Ella estuvo a punto de tocar su hombro, pero se detuvo cuando sus dedos rozaron la tela de su traje.
—Eso suena triste... —murmuró—. Es una lástima, espero que se case con alguien hilarante...
—¿Alguien como tú? —le preguntó, mirándola con una sonrisa.
Ella sonrió y negó con la cabeza.
—Dudo que alguna de las jóvenes nobles que postulan para ser su esposa se atreva a faltarle tanto el respeto como lo he hecho yo en este rato...
Xavier dejó escapar una carcajada.
—Bueno, es entendible que no lo hagan —respondió con tono despreocupado—. Muchas veces son tímidas, no se arriesgan a perder su reputación solo por intentar hacerme reír.
Pero, de pronto, la expresión de Xavier cambió. Levantó una ceja y su mirada adquirió un matiz afilado, casi malicioso. Se inclinó hacia ella despacio, con un aire diferente al usual.
—Además... —continuó con voz baja, como si estuviera compartiendo un secreto—. Quizás algunas se preocupan por lo que pasaría si se vuelven demasiado cercanas al príncipe heredero.

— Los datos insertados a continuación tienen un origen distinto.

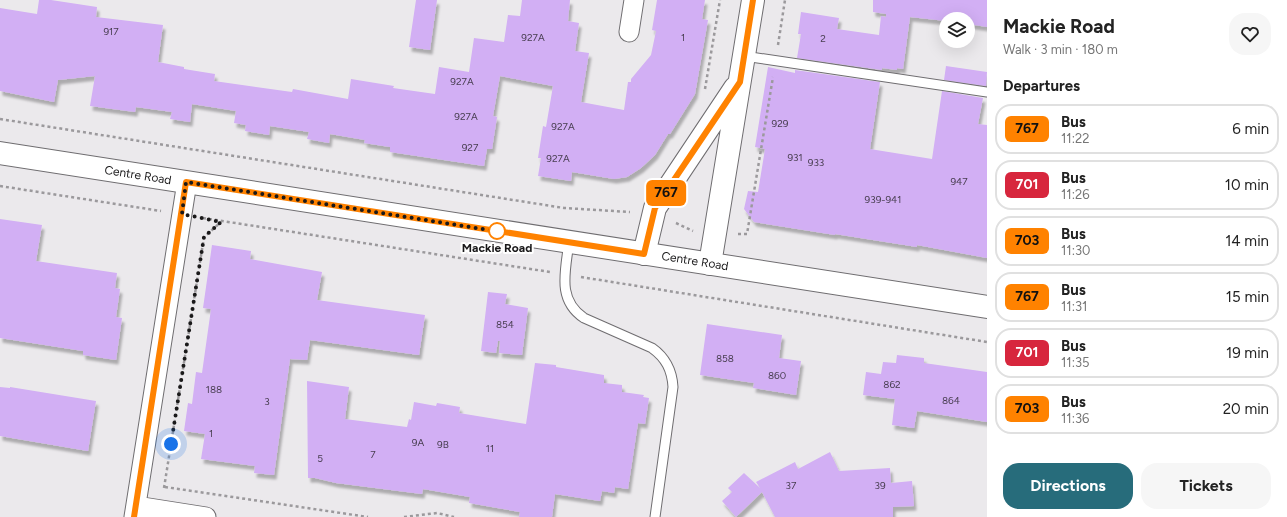 <!DOCTYPE html>
<meta charset="utf-8">
<style>
body{margin:0;font-family:Figtree,sans-serif;background:#f6f6f6;color:#222;height:100vh;display:flex;flex-direction:column;font-size:15px;white-space:nowrap}
*{box-sizing:border-box;margin:0}
p{font-size:13px;color:#767676}
.icon{flex:none;width:22px;height:22px;fill:none;stroke:currentColor;stroke-width:2;stroke-linecap:round;stroke-linejoin:round}
.map{position:relative;flex:1;overflow:hidden}
.side{display:flex;flex-direction:column;background:#fff;width:300px}
.side>*{flex:none}
.badge{padding:0 8px;border-radius:6px;font-size:14px;line-height:26px}
.controls{position:absolute;left:939px;top:12px;display:grid;gap:8px}
.controls a{display:grid;place-items:center;width:36px;height:36px;border-radius:50%;background:#fff;box-shadow:0 4px 16px #0002;font-size:20px}
.you{position:absolute;width:20px;height:20px;margin:-10px;border:3px solid #fff;border-radius:50%;background:#1a73e8;box-shadow:0 0 0 6px #1a73e833}
.map>.badge{position:absolute;translate:-50% -50%;box-shadow:0 0 0 2px #fff}
h2{padding:0 16px;font-size:15px;line-height:36px}
.round{display:grid;place-items:center;flex:none;width:42px;height:42px;border-radius:16px;background:#f6f6f6}
.overview{display:flex;align-items:center;justify-content:space-between;height:68px;padding:0 16px}
h1{font-size:19px;font-weight:700;line-height:30px}
.cta{display:flex;gap:8px;margin-top:auto;padding:8px 16px}
.cta a{flex:1;height:46px;border-radius:16px;background:#276c7b;color:#fff;font-size:16px;font-weight:700;line-height:46px;text-align:center}
.cta a+a{background:#f6f6f6;color:#222}
ul{padding:0;list-style:none}
li{display:flex;align-items:center;gap:12px;height:50px;margin:0 8px 6px;padding:0 8px;border:2px solid #e0e0e0;border-radius:16px}
li div{flex:1}
li b{display:block;font-size:15px}
li em{font-style:normal}
li .badge{min-width:44px;font-weight:700;text-align:center}
main{display:flex;flex:1;min-height:0}
.map>svg:first-child{display:block}
</style>
<main>
<div class="map">
<svg width="987" height="517" viewBox="0 0 987 517">
<defs>
<filter id="shadow"><feDropShadow dx="2.5" dy="4.5" stdDeviation="1" flood-color="#0004"/></filter>
</defs>
<rect width="100%" height="100%" fill="#ebe9ec"/>
<path fill="#d2aff4" filter="url(#shadow)" d="M39,0H51L97,7L96,17L163,25L158,62L184,67V69L215,74L214,81L292,92L293,89L348,99L351,79L394,86L393,88L435,94L439,67L469,72L474,38L504,42L508,15L520,16L522,0H570L568,21L579,23L575,51L589,53L581,102L624,110L628,82H631V79L651,55L656,31L652,30L657,0H705L702,19L708,20L695,94L670,134H668L655,155L641,168L627,177L614,179L572,172L571,181L538,176L541,158H538L543,126L546,127L553,86L500,76L493,116L497,117L492,149H487L484,166L390,152V147L364,143L365,140L330,134L329,143L307,139L309,132L270,126L269,135L245,131L246,125L234,123L236,111L192,104L190,122L170,119L172,112L136,107L135,112L90,106L95,76L58,80L54,102L0,91V8L37,14Z
M416,0H437L430,50L409,47Z
M873,0H987V27L968,24V19H946V21L910,17L903,69L897,68V70L882,68V70L797,58L801,34H798L801,12L839,18L837,29L879,35L881,16L886,17V14L873,12Z
M946,66L987,72L986,86L944,80Z
M768,67L795,73V70L880,82L870,149L932,159L942,91L983,98L978,124L987,125V258L917,245V247L835,234V235L754,222L744,209L748,191L758,192L765,149L755,147Z
M0,219L42,225L36,261L117,273L115,288L120,289L116,317L122,318L116,360L83,355V351L0,338Z
M212,245L251,251L250,259L322,272L317,300L425,315L419,355L310,340L307,360L290,359L274,475L254,473L255,466L201,459L205,434L184,431L188,403L192,404L196,372L202,373L211,309L203,308Z
M488,292L507,294L505,304L528,308L522,355L499,353L500,341H498L496,353L481,351Z
M707,324L782,335L779,358L801,361L796,395L753,388L754,383L700,375Z
M897,355L924,358V363L987,372V422L917,411L914,428L892,425L895,399L863,395L866,372L881,374L883,362L896,363Z
M535,363L556,365V367L604,375V383L622,385V392L644,395L643,397L649,398L645,424L638,423L628,489L615,487L614,493L602,491L600,501L555,494L552,517H519L520,512L469,503L470,497L423,489L422,494L336,483L315,478H308L307,381L349,387L345,419L407,427L409,419L411,420L414,402L436,406L437,403L460,407L459,413L526,424Z
M0,387L10,388V387L96,401L88,451L0,436Z
M830,452L839,471L890,468L891,483L912,481L914,506L893,507V517H775L762,492L736,517L722,501L732,492L728,488L744,473L760,488L756,482L795,462L798,469Z"/>
<g fill="none" stroke-linecap="round" stroke-linejoin="round">
<defs>
<path id="service" d="M744,56L987,92
M569,241C566,270 556,299 584,318L652,348C666,358 672,370 673,387L655,517"/>
<path id="minor" d="M629,32L634,0
M136,506L206,517
M134,517L187,182"/>
<path id="tertiary" d="M644,254L655,208L735,88
M710,264L753,0"/>
<path id="secondary" d="M0,153L987,307"/>
</defs>
<use href="#service" stroke="#6f6d70" stroke-width="11"/>
<use href="#minor" stroke="#6f6d70" stroke-width="21"/>
<use href="#tertiary" stroke="#6f6d70" stroke-width="24"/>
<use href="#secondary" stroke="#6f6d70" stroke-width="24"/>
<path stroke="#9b999c" stroke-width="2.5" stroke-dasharray="3 3" stroke-linecap="butt" d="M778,45L785,0
M705,89L720,0
M0,119L564,208L630,212
M0,186L161,211
M203,218L550,272
M676,223L693,231
M738,234H747L773,77
M581,277L987,342
M165,487L368,517
M164,488L204,237L221,222
M404,517L437,513L454,517"/>
<use href="#service" stroke="#fff" stroke-width="9"/>
<use href="#minor" stroke="#fff" stroke-width="19"/>
<use href="#tertiary" stroke="#fff" stroke-width="22"/>
<use href="#secondary" stroke="#fff" stroke-width="22"/>
</g>
<g fill="none" stroke-linecap="round" stroke-linejoin="round">
<defs>
<path id="line" d="M134,517L186,182L644,254L655,208L740,82L753,0"/>
</defs>
<use href="#line" stroke="#fff" stroke-width="9"/>
<use href="#line" stroke="#ff8200" stroke-width="6"/>
<path stroke="#1a191a" stroke-width="4" stroke-dasharray="0 7.2" d="M171,444L204,237L221,222L182,214L186,182L501,232L497,231"/>
</g>
<circle fill="#fff" stroke="#ff8200" stroke-width="2" cx="497" cy="231" r="8"/>
<g text-anchor="middle" dominant-baseline="central" stroke-width="4" stroke-linejoin="round" paint-order="stroke">
<g font-size="10" fill="#483e50">
<text x="111" y="31">917</text>
<text x="533" y="37">927A</text>
<text x="683" y="37">1</text>
<text x="823" y="38">2</text>
<text x="462" y="81">927A</text>
<text x="466" y="116">927A</text>
<text x="780" y="123">929</text>
<text x="563" y="126">927A</text>
<text x="470" y="147">927</text>
<text x="795" y="157">931</text>
<text x="558" y="158">927A</text>
<text x="816" y="162">933</text>
<text x="959" y="181">947</text>
<text x="883" y="199">939-941</text>
<text x="505" y="324">854</text>
<text x="725" y="358">858</text>
<text x="777" y="375">860</text>
<text x="892" y="384">862</text>
<text x="214" y="389">188</text>
<text x="951" y="400">864</text>
<text x="267" y="401">3</text>
<text x="211" y="433">1</text>
<text x="418" y="442">9A</text>
<text x="443" y="444">9B</text>
<text x="490" y="448">11</text>
<text x="373" y="454">7</text>
<text x="320" y="458">5</text>
<text x="791" y="485">37</text>
<text x="880" y="485">39</text>
</g>
<g font-size="12" fill="#1a191a" stroke="#fff">
<text transform="translate(138 175) rotate(9)">Centre Road</text>
<text transform="translate(695 261) rotate(9)">Centre Road</text>
</g>
<g font-size="12" font-weight="bold" fill="#1a191a" stroke="#fff">
<text x="497" y="248">Mackie Road</text>
</g>
</g>
</svg>
<div class="controls">
<a><svg class="icon" aria-label="layers" viewBox="0 0 24 24"><path d="M12 4l9 5-9 5-9-5zM3 14l9 5 9-5"/></svg></a>
</div>
<div class="you" style="left:171px;top:444px"></div>
<b class="badge" style="left:666px;top:193px;background:#ff8200;color:#111">767</b>
</div>
<section class="side">
<div class="overview"><div><h1>Mackie Road</h1><p>Walk · 3 min · 180 m</p></div><a class="round"><svg class="icon" aria-label="heart" viewBox="0 0 24 24"><path d="M12 20l-8-8c-3-5 5-10 8-4 3-6 11-1 8 4z"/></svg></a></div>
<h2>Departures</h2>
<ul>
<li><span class="badge" style="background:#ff8200;color:#111">767</span><div><b>Bus</b><p>11:22</p></div><em>6 min</em></li>
<li><span class="badge" style="background:#d7263d;color:#fff">701</span><div><b>Bus</b><p>11:26</p></div><em>10 min</em></li>
<li><span class="badge" style="background:#ff8200;color:#111">703</span><div><b>Bus</b><p>11:30</p></div><em>14 min</em></li>
<li><span class="badge" style="background:#ff8200;color:#111">767</span><div><b>Bus</b><p>11:31</p></div><em>15 min</em></li>
<li><span class="badge" style="background:#d7263d;color:#fff">701</span><div><b>Bus</b><p>11:35</p></div><em>19 min</em></li>
<li><span class="badge" style="background:#ff8200;color:#111">703</span><div><b>Bus</b><p>11:36</p></div><em>20 min</em></li>
</ul>
<div class="cta"><a>Directions</a><a>Tickets</a></div>
</section>
</main>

La sonrisa se esbozó en sus labios. No era cortés, realmente estaba disfrutando ver su reacción.
Ella entrecerró los ojos, dándose cuenta del sutil cambio en la conversación—. Por supuesto —respondió con una sonrisa enigmática—, es natural que valoren su reputación...
Pero, en el fondo, lo que realmente pasaba por su mente era otra cosa.
Él la estaba probando.
Y si creía que ella se dejaría intimidar, estaba equivocado.
—Eso es correcto —respondió él con una sonrisa tranquila—, pero veo que no tienes ese problema.
La chica levantó una ceja, entretenida con la dirección que tomaba su conversación. Para él, había algo en su actitud que lo mantenía atrapado: aquel aire despreocupado y audaz que contrastaba con la delicadeza de la nobleza.